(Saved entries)
· · · · ·

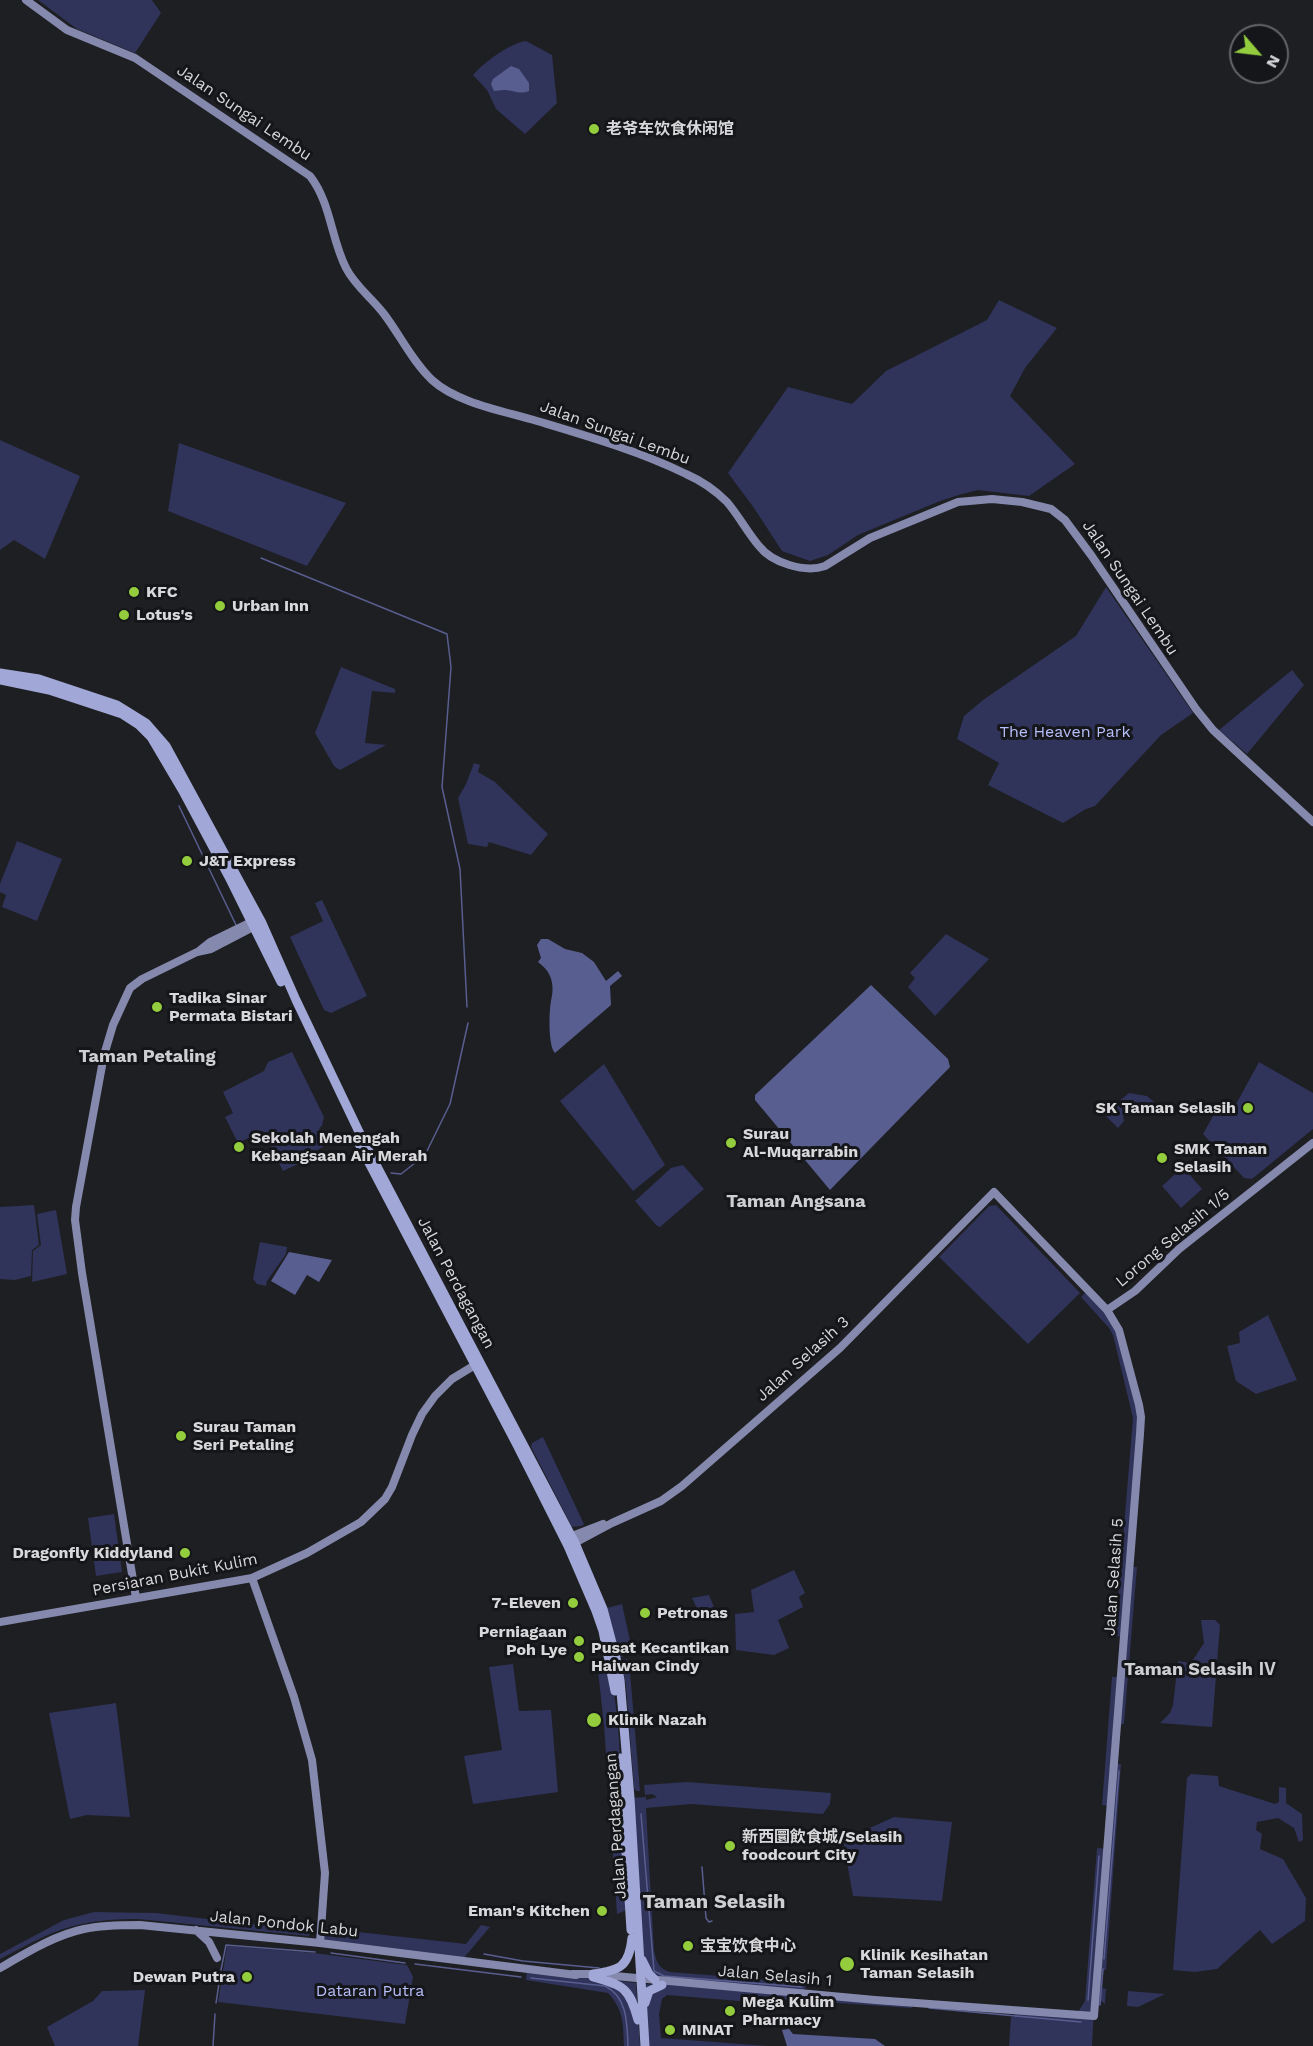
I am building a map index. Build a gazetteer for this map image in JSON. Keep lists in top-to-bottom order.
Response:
{
  "streets": {
    "main road": ["Jalan Perdagangan"],
    "street": [
      "Jalan Sungai Lembu",
      "Lorong Selasih 1/5",
      "Jalan Selasih 3",
      "Persiaran Bukit Kulim",
      "Jalan Selasih 5",
      "Jalan Pondok Labu",
      "Jalan Selasih 1"
    ]
  },
  "crossings": [
    ["Lorong Selasih 1/5", "Jalan Selasih 5"],
    ["Jalan Perdagangan", "Jalan Selasih 3"],
    ["Jalan Perdagangan", "Persiaran Bukit Kulim"],
    ["Jalan Perdagangan", "Jalan Pondok Labu"],
    ["Jalan Perdagangan", "Jalan Selasih 1"],
    ["Jalan Selasih 3", "Jalan Selasih 5"],
    ["Jalan Selasih 5", "Jalan Selasih 1"],
    ["Jalan Pondok Labu", "Jalan Selasih 1"]
  ],
  "districts": [
    "Taman Petaling",
    "Taman Angsana",
    "Taman Selasih Ⅳ",
    "Taman Selasih"
  ],
  "parks": ["The Heaven Park", "Dataran Putra"],
  "places": [
    "老爷车饮食休闲馆",
    "KFC",
    "Urban Inn",
    "Lotus's",
    "J&T Express",
    "Tadika Sinar Permata Bistari",
    "SK Taman Selasih",
    "Surau Al-Muqarrabin",
    "Sekolah Menengah Kebangsaan Air Merah",
    "SMK Taman Selasih",
    "Surau Taman Seri Petaling",
    "Dragonfly Kiddyland",
    "7-Eleven",
    "Petronas",
    "Perniagaan Poh Lye",
    "Pusat Kecantikan Haiwan Cindy",
    "Klinik Nazah",
    "新西圜飲食城/Selasih foodcourt City",
    "Eman's Kitchen",
    "宝宝饮食中心",
    "Klinik Kesihatan Taman Selasih",
    "Dewan Putra",
    "Mega Kulim Pharmacy",
    "MINAT"
  ],
  "north": "bottom right"
}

· · · · ·

Instructions to follow:
Count how many lines above carry the word "Lorong". Only the number is required.

Your solution:
2